Berlusconi era isto e muito mais. Nunca ninguém entendeu tão bem a relação entre futebol e política num estado democrático. Houve Presidentes de clubes com um curriculo maior que o seu, mais magnéticos que ele e até com mais polémicas às costas. Mas dificilmente houve ou haverá outro Berlusconi. O homem que sonhava com ser gangster, passou a cantor de variações em cruzeiros e renasceu como empresário dos media, chegou ao futebol porque viu o futuro. Mais do que o ver, desenhou-o. Tudo o que aconteceu no futebol a partir dos anos noventa está intimamente ligada ao que foi e o que queria o italiano. E por isso é impossível encontrar pessoas tão relevantes na evolução do jogo. Berlusconi está ao lado de Bernabeu no que diz respeito ao impacto na criação de um império no terreno de jogo mas também de Havelange quando se fala dos meandros do beautiful game. E por isso é impossível separar a sua figura de dono do AC Milan - o Presidente, ao contrário do que se lê habitualmente por aí, nunca foi ele mas sim Adriano Galliani - da de primeiro-ministro italiano, do homem que realizava festas com adolescentes desde os anos oitenta até aos 2000s aquele que dizia aos treinadores que jogadores usar e que não. Porque o fazia e raramente se enganava, tal era o seu faro para o jogo e tudo o que o rodeava.

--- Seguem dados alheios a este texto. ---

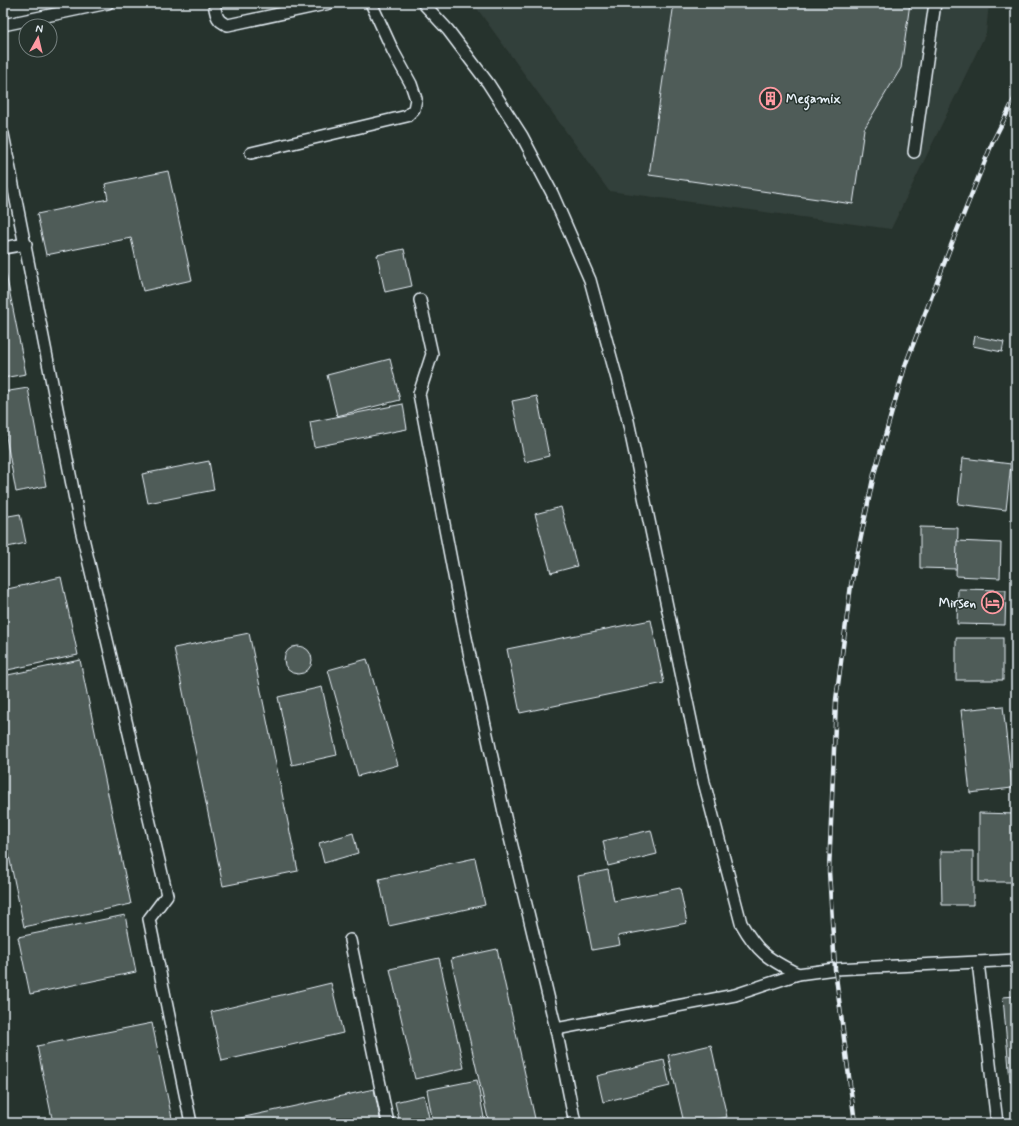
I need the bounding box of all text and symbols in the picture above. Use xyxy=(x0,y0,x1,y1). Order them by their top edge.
north arrow xyxy=(18,18,58,58)
text: N xyxy=(35,22,44,37)
building icon: Megamix xyxy=(758,86,784,112)
place label: Megamix xyxy=(786,91,841,111)
hotel icon: Mirsen xyxy=(979,590,1005,616)
place label: Mirsen xyxy=(939,595,976,612)

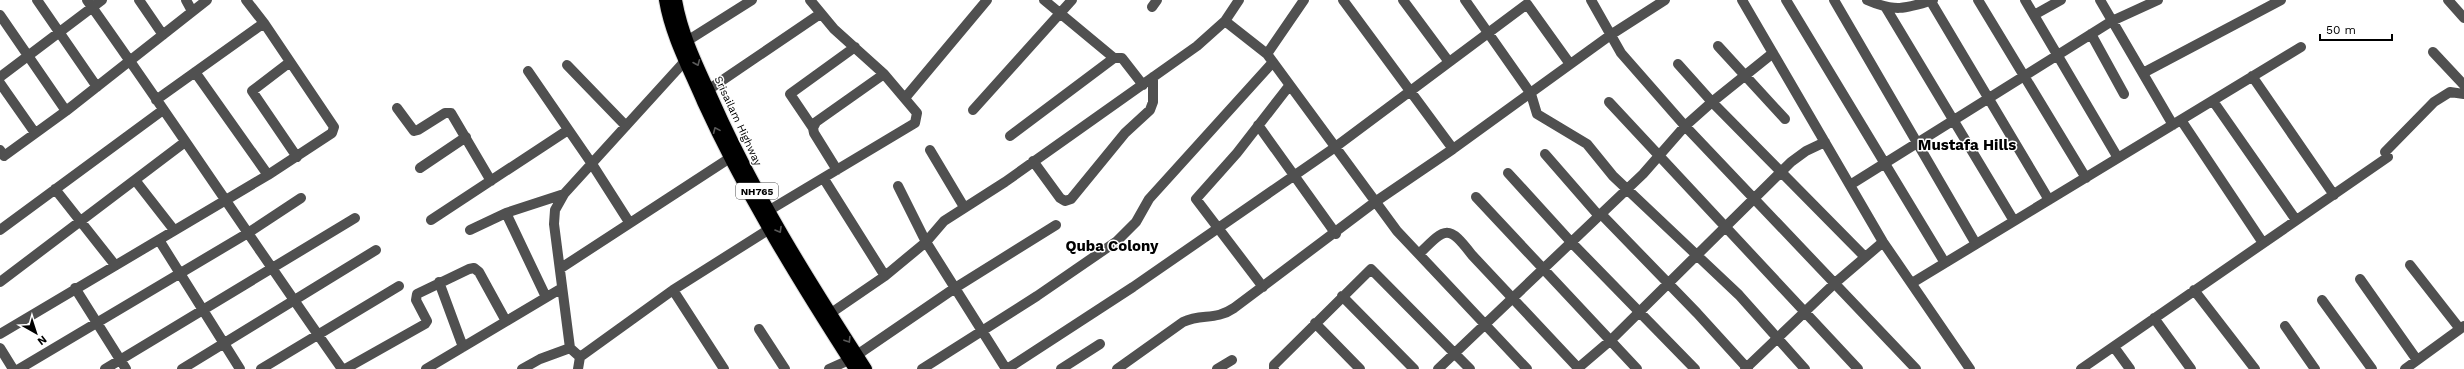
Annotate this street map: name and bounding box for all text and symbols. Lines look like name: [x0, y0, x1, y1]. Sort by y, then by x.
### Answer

Berlusconi comprou o Milan porque lhe convinha.
Já tinha entrado em contacto com o mundo do futebol quando o seu canal Tele5 comprou os direitos de transmissão, em 1980, do Mundialito disputado no Uruguai, um torneio entre campeões do Mundo que serviu para massajar a ditadura política local dois anos depois da Argentina ter feito o mesmo com o Mundial. Berlusca entendeu aí que o futebol e a televisão estavam intimamente ligados e essa ideia nunca mais saiu da sua mente. Desenhou nesses anos o futuro numa altura em que no Reino Unido os jogos em directo eram raros e os clubes protestavam com as televisões com medo a perder as tão importantes receitas de bilheteira. Berlusconi percebeu que todos pensavam pequeno. Que pouco se podia ganhar com adeptos no estádio em comparação com audiências nacionais (ou globais) e acordos de publicidade inerentes a essa exposição. A pensar nisso potenciou ele o Mundialito de Clubes que decorreu nos anos seguintes em Milão, uma especie de torneio de pré-época que antecipou aqueles que hoje se disputam nos Estados Unidos ou Ásia. Quando o Milan, na ruina depois de uma despromoção administrativo por estar envolvido no Calciopoli, apareceu no seu caminho, não olhou para trás. Comprou o clube e utilizou-o como plataforma para as suas ideias. E como vencia, todos passaram a acreditar que ele estava realmente certo.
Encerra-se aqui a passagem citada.